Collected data
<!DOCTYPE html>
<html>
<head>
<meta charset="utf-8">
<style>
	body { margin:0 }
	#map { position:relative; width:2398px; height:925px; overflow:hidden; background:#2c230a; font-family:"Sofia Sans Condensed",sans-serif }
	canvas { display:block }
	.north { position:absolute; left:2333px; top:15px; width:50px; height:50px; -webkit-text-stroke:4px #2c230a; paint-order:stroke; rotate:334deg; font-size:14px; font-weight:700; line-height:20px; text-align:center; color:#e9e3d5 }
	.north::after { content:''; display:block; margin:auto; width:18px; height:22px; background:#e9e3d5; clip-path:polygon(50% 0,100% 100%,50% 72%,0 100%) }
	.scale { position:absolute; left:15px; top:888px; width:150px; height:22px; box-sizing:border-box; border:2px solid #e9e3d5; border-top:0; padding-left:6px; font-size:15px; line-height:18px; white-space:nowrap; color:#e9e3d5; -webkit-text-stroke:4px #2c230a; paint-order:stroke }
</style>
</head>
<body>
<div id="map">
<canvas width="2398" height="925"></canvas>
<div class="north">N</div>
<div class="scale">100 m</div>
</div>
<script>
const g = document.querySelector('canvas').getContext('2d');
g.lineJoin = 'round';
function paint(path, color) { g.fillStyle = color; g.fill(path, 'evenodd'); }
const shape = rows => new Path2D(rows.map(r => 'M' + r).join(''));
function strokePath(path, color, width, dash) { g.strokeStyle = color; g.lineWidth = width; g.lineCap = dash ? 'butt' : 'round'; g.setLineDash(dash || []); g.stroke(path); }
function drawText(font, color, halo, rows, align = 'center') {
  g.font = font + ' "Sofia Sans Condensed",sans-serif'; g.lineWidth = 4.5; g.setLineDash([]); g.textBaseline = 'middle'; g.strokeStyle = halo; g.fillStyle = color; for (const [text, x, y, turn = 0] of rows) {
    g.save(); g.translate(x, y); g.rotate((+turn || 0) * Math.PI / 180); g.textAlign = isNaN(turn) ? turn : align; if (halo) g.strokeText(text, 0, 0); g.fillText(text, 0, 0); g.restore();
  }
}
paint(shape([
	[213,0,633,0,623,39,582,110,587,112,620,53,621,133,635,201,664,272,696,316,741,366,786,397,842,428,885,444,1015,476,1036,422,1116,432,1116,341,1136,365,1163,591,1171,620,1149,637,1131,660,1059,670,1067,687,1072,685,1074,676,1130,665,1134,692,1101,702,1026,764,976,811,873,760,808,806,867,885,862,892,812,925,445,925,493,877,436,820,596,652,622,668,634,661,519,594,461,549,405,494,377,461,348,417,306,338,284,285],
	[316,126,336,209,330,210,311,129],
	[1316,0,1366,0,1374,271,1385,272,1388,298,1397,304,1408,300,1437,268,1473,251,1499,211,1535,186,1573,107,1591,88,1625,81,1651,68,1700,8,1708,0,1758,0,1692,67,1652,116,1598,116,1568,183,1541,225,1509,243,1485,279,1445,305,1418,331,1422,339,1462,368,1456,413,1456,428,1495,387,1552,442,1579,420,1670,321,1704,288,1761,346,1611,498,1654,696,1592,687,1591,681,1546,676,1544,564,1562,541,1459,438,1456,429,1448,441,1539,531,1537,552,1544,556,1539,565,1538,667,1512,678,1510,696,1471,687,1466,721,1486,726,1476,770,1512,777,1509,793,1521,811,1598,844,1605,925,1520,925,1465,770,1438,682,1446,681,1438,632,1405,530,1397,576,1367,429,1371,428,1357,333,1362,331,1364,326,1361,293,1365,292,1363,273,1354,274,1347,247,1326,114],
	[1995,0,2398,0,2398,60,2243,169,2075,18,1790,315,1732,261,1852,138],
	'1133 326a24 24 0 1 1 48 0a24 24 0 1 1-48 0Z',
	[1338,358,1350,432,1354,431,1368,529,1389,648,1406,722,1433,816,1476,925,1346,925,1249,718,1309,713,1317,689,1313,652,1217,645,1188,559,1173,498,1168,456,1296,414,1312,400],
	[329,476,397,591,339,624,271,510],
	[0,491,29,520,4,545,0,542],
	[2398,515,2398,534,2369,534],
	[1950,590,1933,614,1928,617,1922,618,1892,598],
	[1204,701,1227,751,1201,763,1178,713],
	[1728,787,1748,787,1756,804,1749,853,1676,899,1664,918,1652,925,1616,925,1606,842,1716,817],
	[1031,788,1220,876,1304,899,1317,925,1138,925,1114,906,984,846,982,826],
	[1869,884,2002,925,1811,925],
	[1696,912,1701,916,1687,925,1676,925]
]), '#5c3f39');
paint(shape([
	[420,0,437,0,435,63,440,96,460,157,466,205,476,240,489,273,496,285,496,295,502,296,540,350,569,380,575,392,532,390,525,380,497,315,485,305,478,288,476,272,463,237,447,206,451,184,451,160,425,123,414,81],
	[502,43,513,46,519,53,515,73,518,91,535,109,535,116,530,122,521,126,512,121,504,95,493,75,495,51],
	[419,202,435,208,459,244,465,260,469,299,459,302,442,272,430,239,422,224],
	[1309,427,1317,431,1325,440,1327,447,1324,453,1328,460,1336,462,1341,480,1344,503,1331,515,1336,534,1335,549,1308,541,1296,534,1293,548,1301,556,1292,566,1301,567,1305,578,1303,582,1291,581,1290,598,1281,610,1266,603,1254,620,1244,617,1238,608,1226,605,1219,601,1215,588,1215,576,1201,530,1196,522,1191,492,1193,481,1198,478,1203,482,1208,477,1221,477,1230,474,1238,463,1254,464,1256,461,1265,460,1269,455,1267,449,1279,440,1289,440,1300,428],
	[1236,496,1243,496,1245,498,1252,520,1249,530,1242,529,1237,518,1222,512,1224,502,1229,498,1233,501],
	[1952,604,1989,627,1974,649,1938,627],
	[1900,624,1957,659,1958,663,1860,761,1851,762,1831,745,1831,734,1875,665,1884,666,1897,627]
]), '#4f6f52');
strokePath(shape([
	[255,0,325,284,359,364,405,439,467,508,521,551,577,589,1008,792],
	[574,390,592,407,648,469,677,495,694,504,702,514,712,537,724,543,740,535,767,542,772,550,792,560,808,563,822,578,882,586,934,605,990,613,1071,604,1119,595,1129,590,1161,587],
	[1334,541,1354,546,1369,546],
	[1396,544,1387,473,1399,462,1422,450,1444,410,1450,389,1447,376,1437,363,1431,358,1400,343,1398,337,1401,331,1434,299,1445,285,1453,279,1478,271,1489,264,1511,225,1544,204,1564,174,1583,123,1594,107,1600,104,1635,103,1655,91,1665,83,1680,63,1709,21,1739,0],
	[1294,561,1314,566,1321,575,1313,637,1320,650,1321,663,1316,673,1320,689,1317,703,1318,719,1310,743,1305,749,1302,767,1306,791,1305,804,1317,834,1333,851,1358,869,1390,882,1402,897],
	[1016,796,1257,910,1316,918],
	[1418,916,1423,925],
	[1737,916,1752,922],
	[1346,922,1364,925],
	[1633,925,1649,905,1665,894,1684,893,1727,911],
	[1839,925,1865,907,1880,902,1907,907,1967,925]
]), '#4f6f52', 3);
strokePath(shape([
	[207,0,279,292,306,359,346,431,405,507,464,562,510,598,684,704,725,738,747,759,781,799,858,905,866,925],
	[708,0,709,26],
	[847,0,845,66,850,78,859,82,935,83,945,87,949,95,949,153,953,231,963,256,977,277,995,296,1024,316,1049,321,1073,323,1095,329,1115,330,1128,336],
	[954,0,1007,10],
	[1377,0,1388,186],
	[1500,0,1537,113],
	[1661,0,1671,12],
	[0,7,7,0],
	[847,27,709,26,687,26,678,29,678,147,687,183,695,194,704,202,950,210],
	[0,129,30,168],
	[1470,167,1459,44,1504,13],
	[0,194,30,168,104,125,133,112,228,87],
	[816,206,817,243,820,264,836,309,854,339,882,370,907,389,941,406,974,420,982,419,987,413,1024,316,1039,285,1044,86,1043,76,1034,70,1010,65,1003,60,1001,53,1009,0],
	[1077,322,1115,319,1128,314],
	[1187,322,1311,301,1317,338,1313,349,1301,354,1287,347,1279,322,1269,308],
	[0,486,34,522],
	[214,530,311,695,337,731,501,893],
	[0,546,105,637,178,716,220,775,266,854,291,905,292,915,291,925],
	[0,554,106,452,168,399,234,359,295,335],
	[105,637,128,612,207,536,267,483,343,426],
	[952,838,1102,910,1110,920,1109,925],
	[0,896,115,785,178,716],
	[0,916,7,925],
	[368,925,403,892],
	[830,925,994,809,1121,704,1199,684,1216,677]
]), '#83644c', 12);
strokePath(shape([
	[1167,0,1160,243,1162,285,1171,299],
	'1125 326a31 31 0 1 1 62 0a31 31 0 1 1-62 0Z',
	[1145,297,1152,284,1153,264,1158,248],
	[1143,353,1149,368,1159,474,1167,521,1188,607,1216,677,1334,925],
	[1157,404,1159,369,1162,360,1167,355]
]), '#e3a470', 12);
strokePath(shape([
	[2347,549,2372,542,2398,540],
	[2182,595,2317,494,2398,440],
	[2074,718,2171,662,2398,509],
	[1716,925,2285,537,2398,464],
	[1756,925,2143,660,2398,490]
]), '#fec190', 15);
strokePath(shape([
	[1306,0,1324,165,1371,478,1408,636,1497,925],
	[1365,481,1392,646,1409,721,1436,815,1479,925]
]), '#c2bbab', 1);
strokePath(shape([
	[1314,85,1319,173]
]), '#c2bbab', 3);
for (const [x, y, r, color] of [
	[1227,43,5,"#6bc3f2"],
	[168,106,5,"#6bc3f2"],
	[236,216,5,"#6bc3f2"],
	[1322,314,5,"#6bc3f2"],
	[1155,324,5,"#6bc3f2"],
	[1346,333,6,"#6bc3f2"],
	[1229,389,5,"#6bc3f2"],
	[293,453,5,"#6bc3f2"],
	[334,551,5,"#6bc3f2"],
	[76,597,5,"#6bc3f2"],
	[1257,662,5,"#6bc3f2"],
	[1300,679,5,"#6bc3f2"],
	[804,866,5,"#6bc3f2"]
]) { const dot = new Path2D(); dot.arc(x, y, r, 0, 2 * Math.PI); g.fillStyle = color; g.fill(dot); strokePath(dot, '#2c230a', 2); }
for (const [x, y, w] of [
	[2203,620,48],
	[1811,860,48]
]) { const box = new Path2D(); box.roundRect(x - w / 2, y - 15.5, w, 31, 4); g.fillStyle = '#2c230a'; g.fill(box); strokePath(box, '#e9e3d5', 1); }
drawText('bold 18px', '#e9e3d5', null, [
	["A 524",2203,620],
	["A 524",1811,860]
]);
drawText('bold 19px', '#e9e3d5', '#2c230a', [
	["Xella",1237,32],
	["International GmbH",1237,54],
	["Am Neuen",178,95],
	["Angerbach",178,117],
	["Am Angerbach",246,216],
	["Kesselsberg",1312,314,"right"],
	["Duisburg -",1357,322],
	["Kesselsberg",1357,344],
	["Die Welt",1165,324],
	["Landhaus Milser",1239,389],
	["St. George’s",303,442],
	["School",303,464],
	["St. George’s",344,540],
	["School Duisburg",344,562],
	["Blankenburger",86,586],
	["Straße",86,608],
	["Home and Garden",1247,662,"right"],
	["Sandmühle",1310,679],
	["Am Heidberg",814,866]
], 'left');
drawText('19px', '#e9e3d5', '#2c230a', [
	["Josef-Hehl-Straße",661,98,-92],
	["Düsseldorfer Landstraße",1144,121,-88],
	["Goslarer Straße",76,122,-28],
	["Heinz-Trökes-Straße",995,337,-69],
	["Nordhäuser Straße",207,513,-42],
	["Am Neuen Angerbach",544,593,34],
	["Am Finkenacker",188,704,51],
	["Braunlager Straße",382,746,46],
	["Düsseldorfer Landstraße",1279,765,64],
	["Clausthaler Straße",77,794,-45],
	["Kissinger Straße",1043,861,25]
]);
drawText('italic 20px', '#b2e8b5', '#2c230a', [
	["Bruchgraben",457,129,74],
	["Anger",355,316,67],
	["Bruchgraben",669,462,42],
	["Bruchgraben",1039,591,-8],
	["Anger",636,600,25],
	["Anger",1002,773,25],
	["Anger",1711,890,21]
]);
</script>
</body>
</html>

Directions> For each line above that holds the string "canvas", provide a copy of that line.

Exercise answer>
	canvas { display:block }
<canvas width="2398" height="925"></canvas>
const g = document.querySelector('canvas').getContext('2d');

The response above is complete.